WORK INSTRUCTION
Restate every record word for word, without the pictures.

DATA UNDER STUDY
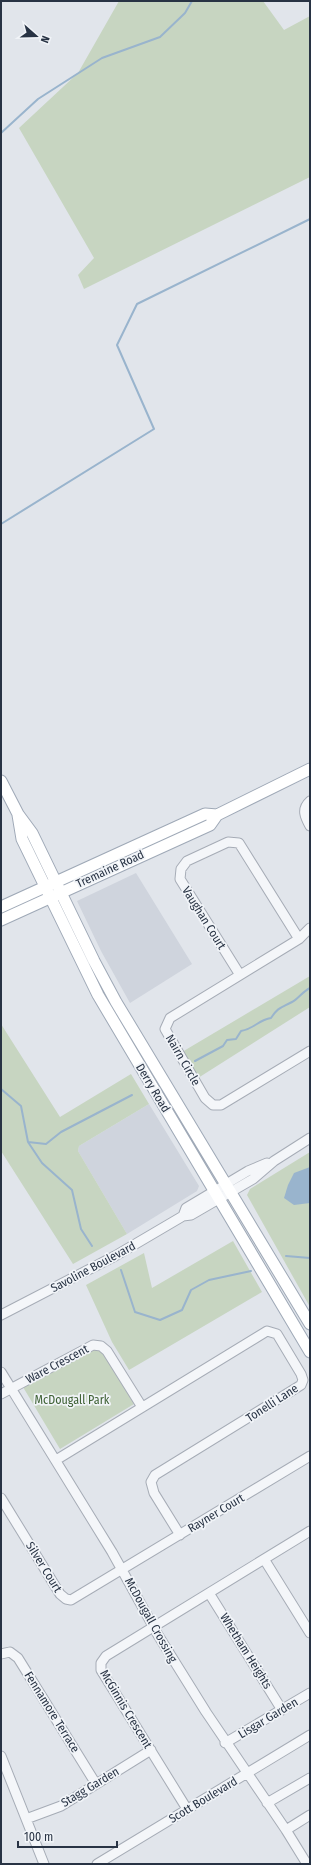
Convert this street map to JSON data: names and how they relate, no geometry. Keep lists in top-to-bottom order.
{
  "streets": {
    "main road": ["Tremaine Road", "Derry Road"],
    "street": [
      "Vaughan Court",
      "Nairn Circle",
      "Savoline Boulevard",
      "Ware Crescent",
      "Tonelli Lane",
      "Rayner Court",
      "Silver Court",
      "McDougall Crossing",
      "Whetham Heights",
      "McGinnis Crescent",
      "Fennamore Terrace",
      "Lisgar Garden",
      "Stagg Garden",
      "Scott Boulevard"
    ]
  },
  "crossings": [
    ["Tremaine Road", "Derry Road"],
    ["Vaughan Court", "Nairn Circle"],
    ["Derry Road", "Savoline Boulevard"],
    ["Ware Crescent", "Tonelli Lane"],
    ["Ware Crescent", "McDougall Crossing"],
    ["Tonelli Lane", "Rayner Court"],
    ["Tonelli Lane", "McDougall Crossing"],
    ["Rayner Court", "Silver Court"],
    ["Rayner Court", "McDougall Crossing"],
    ["Silver Court", "McDougall Crossing"],
    ["McDougall Crossing", "McGinnis Crescent"],
    ["McDougall Crossing", "Lisgar Garden"],
    ["McDougall Crossing", "Scott Boulevard"],
    ["Whetham Heights", "Lisgar Garden"],
    ["McGinnis Crescent", "Stagg Garden"],
    ["McGinnis Crescent", "Scott Boulevard"],
    ["Fennamore Terrace", "Stagg Garden"]
  ],
  "parks": ["McDougall Park"],
  "scale_bar": "100 m",
  "north": "right"
}
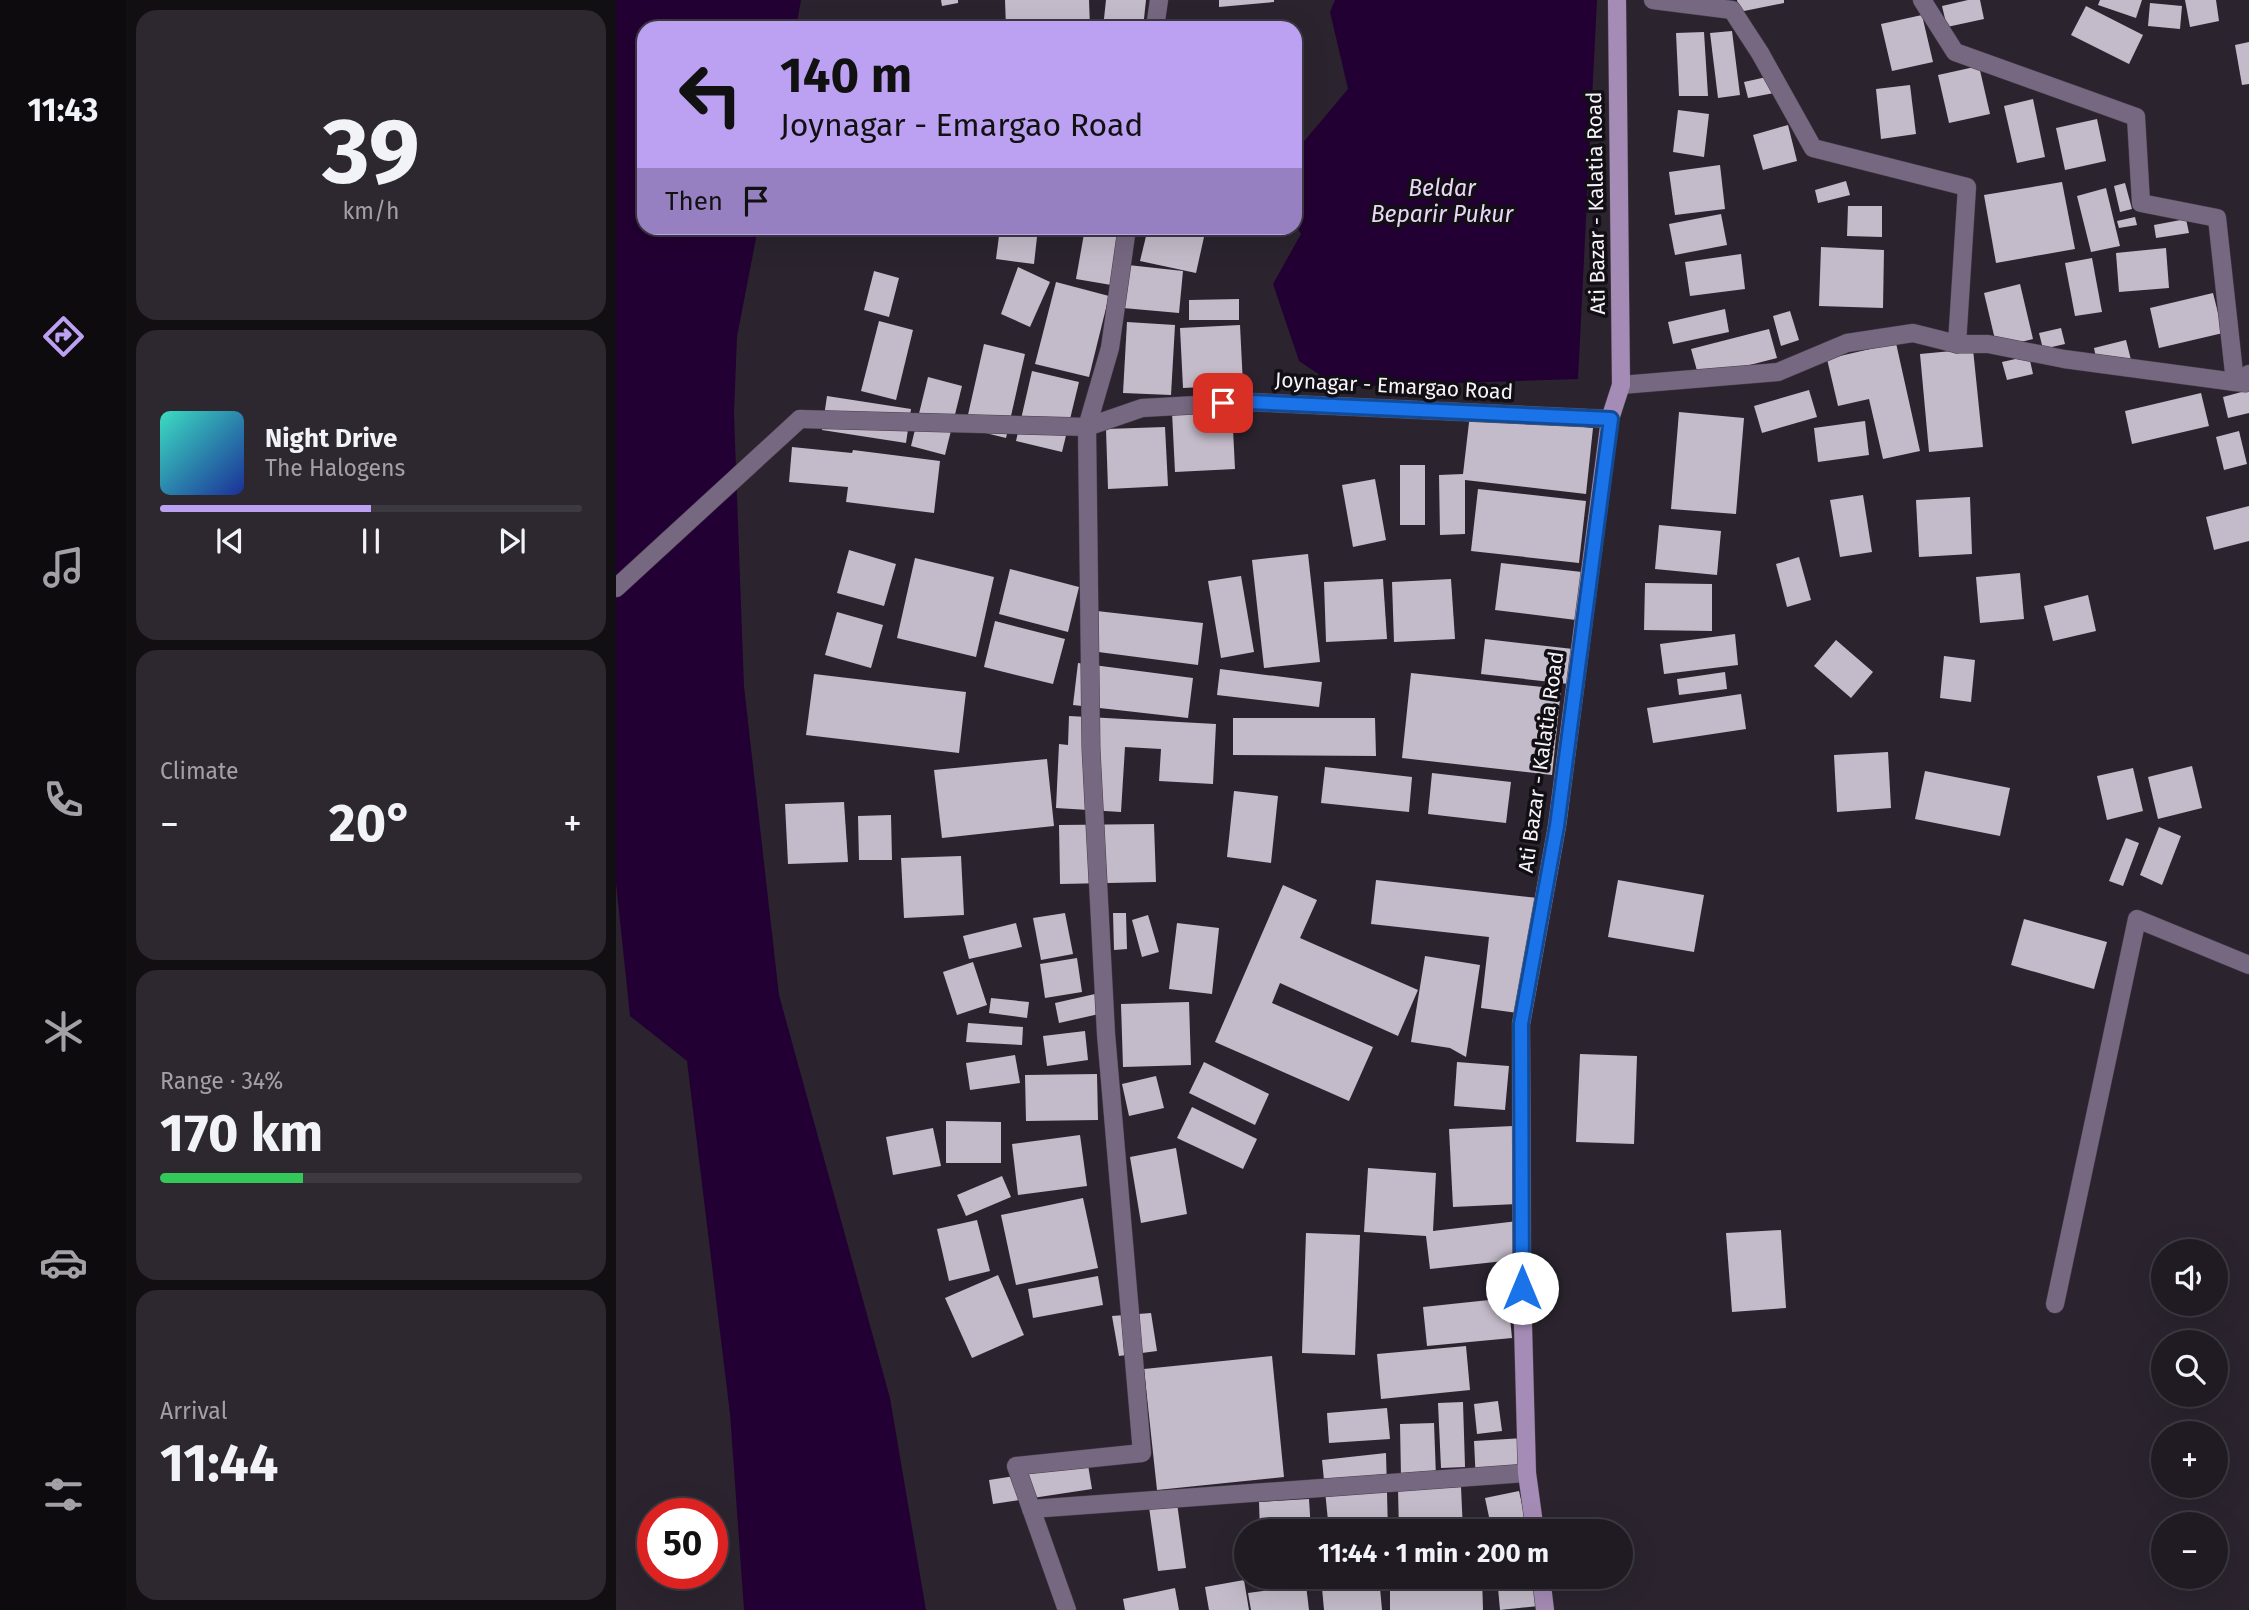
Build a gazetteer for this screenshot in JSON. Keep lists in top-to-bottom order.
{
  "streets": {
    "main road": ["Ati Bazar - Kalatia Road"],
    "street": ["Joynagar - Emargao Road"]
  },
  "crossings": [
    ["Ati Bazar - Kalatia Road", "Joynagar - Emargao Road"]
  ],
  "water": ["Beldar Beparir Pukur"],
  "page": {
    "tabs": "11:43",
    "tile": [
      ["39", "km/h"],
      "Climate",
      ["Range · 34%", "170 km"],
      ["Arrival", "11:44"]
    ],
    "turn": ["140 m", "Joynagar - Emargao Road"],
    "then": "Then",
    "song": ["Night Drive", "The Halogens"],
    "heat": ["−", "20°", "+"],
    "map_buttons": ["+", "−"],
    "limit": "50",
    "trip": "11:44 · 1 min · 200 m"
  }
}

RESULT OF THE TASK
Convert this street map to JSON data: names and how they relate, no geometry. Keep lists in top-to-bottom order.
{
  "streets": {
    "main road": ["Tremaine Road", "Derry Road"],
    "street": [
      "Vaughan Court",
      "Nairn Circle",
      "Savoline Boulevard",
      "Ware Crescent",
      "Tonelli Lane",
      "Rayner Court",
      "Silver Court",
      "McDougall Crossing",
      "Whetham Heights",
      "McGinnis Crescent",
      "Fennamore Terrace",
      "Lisgar Garden",
      "Stagg Garden",
      "Scott Boulevard"
    ]
  },
  "crossings": [
    ["Tremaine Road", "Derry Road"],
    ["Vaughan Court", "Nairn Circle"],
    ["Derry Road", "Savoline Boulevard"],
    ["Ware Crescent", "Tonelli Lane"],
    ["Ware Crescent", "McDougall Crossing"],
    ["Tonelli Lane", "Rayner Court"],
    ["Tonelli Lane", "McDougall Crossing"],
    ["Rayner Court", "Silver Court"],
    ["Rayner Court", "McDougall Crossing"],
    ["Silver Court", "McDougall Crossing"],
    ["McDougall Crossing", "McGinnis Crescent"],
    ["McDougall Crossing", "Lisgar Garden"],
    ["McDougall Crossing", "Scott Boulevard"],
    ["Whetham Heights", "Lisgar Garden"],
    ["McGinnis Crescent", "Stagg Garden"],
    ["McGinnis Crescent", "Scott Boulevard"],
    ["Fennamore Terrace", "Stagg Garden"]
  ],
  "parks": ["McDougall Park"],
  "scale_bar": "100 m",
  "north": "right"
}
Build a gazetteer for this screenshot in JSON. Keep lists in top-to-bottom order.
{
  "streets": {
    "main road": ["Ati Bazar - Kalatia Road"],
    "street": ["Joynagar - Emargao Road"]
  },
  "crossings": [
    ["Ati Bazar - Kalatia Road", "Joynagar - Emargao Road"]
  ],
  "water": ["Beldar Beparir Pukur"],
  "page": {
    "tabs": "11:43",
    "tile": [
      ["39", "km/h"],
      "Climate",
      ["Range · 34%", "170 km"],
      ["Arrival", "11:44"]
    ],
    "turn": ["140 m", "Joynagar - Emargao Road"],
    "then": "Then",
    "song": ["Night Drive", "The Halogens"],
    "heat": ["−", "20°", "+"],
    "map_buttons": ["+", "−"],
    "limit": "50",
    "trip": "11:44 · 1 min · 200 m"
  }
}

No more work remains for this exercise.